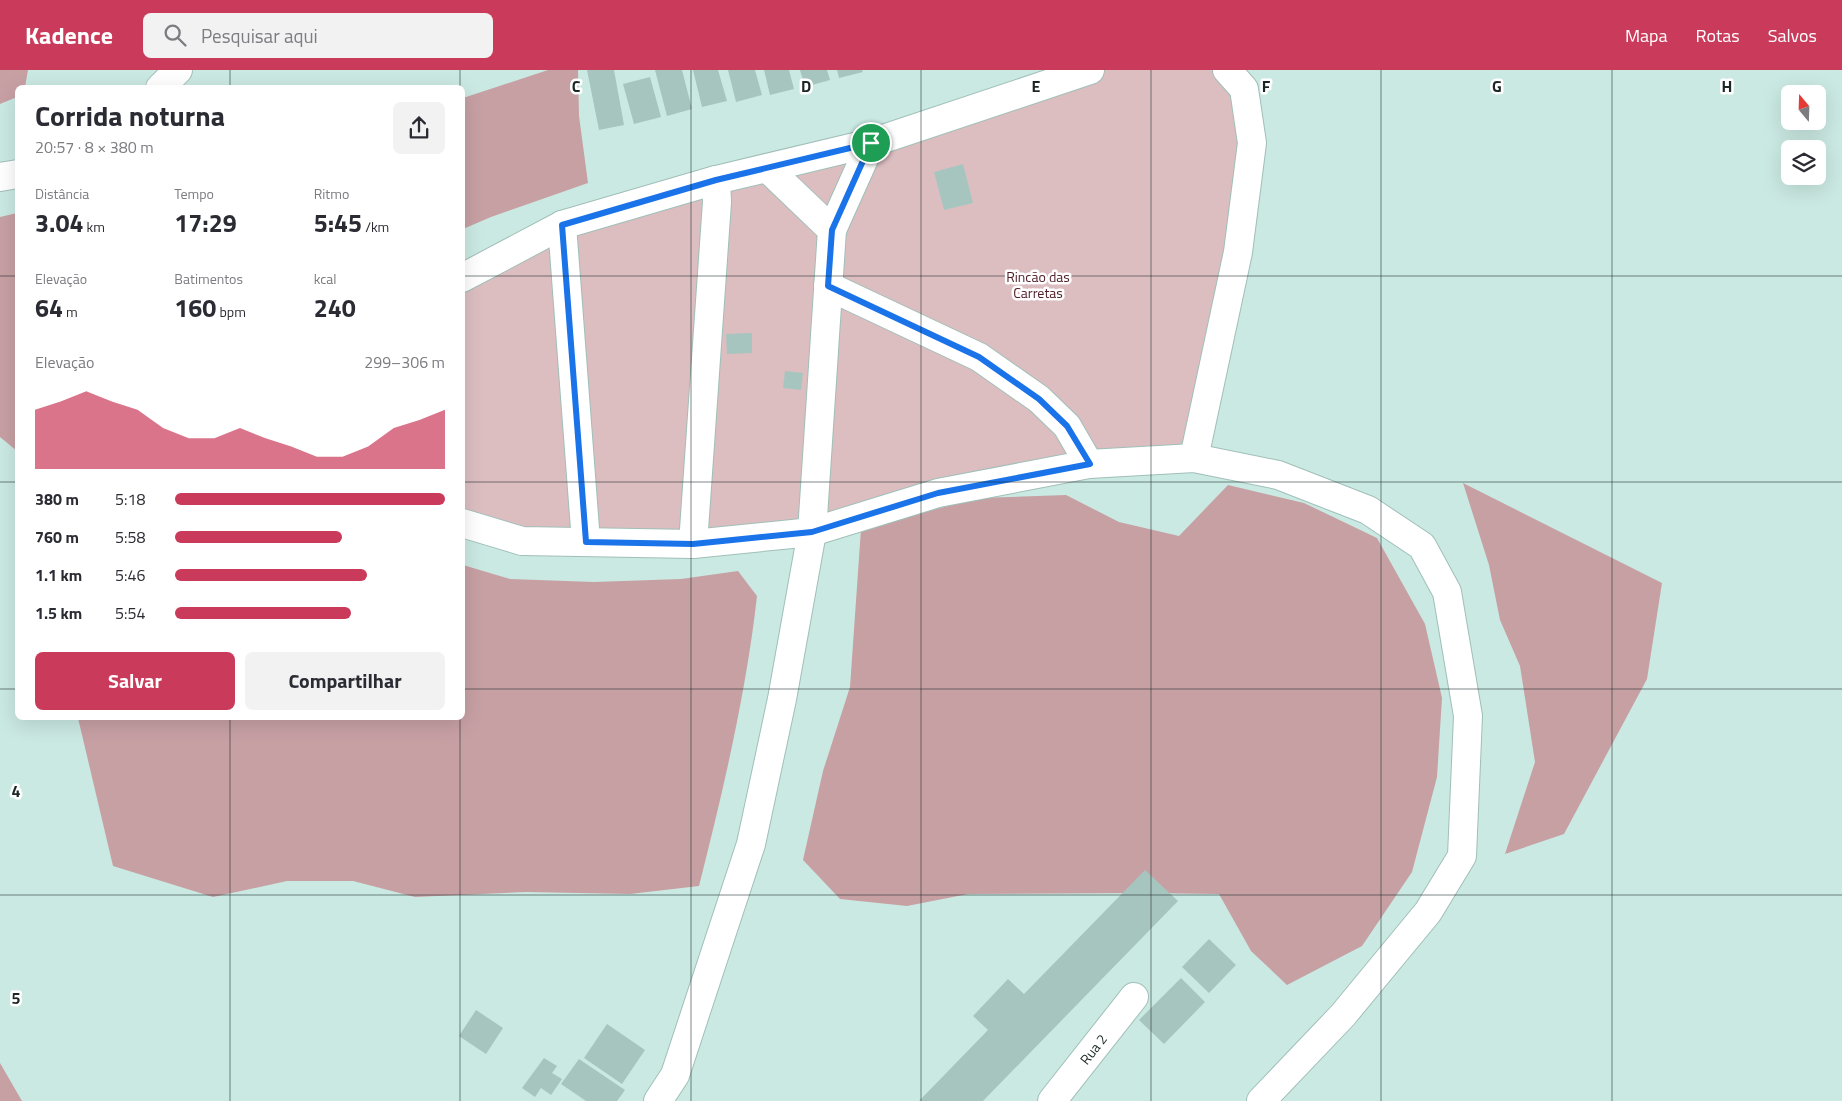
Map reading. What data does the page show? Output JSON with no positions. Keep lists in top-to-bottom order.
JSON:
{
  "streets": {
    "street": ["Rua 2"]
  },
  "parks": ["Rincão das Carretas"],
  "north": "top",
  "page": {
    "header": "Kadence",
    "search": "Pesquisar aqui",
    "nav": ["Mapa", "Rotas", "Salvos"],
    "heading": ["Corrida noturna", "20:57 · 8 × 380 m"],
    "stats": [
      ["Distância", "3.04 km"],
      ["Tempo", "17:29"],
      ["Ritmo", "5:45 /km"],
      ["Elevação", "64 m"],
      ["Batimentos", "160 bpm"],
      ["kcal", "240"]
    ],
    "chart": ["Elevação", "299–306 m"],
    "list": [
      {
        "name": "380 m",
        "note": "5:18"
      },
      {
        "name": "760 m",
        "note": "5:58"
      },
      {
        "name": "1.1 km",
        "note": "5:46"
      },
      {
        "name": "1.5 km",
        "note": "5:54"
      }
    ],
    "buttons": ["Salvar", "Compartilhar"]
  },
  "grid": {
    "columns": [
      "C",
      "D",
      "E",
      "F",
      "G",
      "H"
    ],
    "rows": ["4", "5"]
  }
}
▬▬▬▬▬▬
WHAT YOU WILL DO> From the data, pick out every line that includes "Elevação".

RESPONSE AREA>
      ["Elevação", "64 m"],
    "chart": ["Elevação", "299–306 m"],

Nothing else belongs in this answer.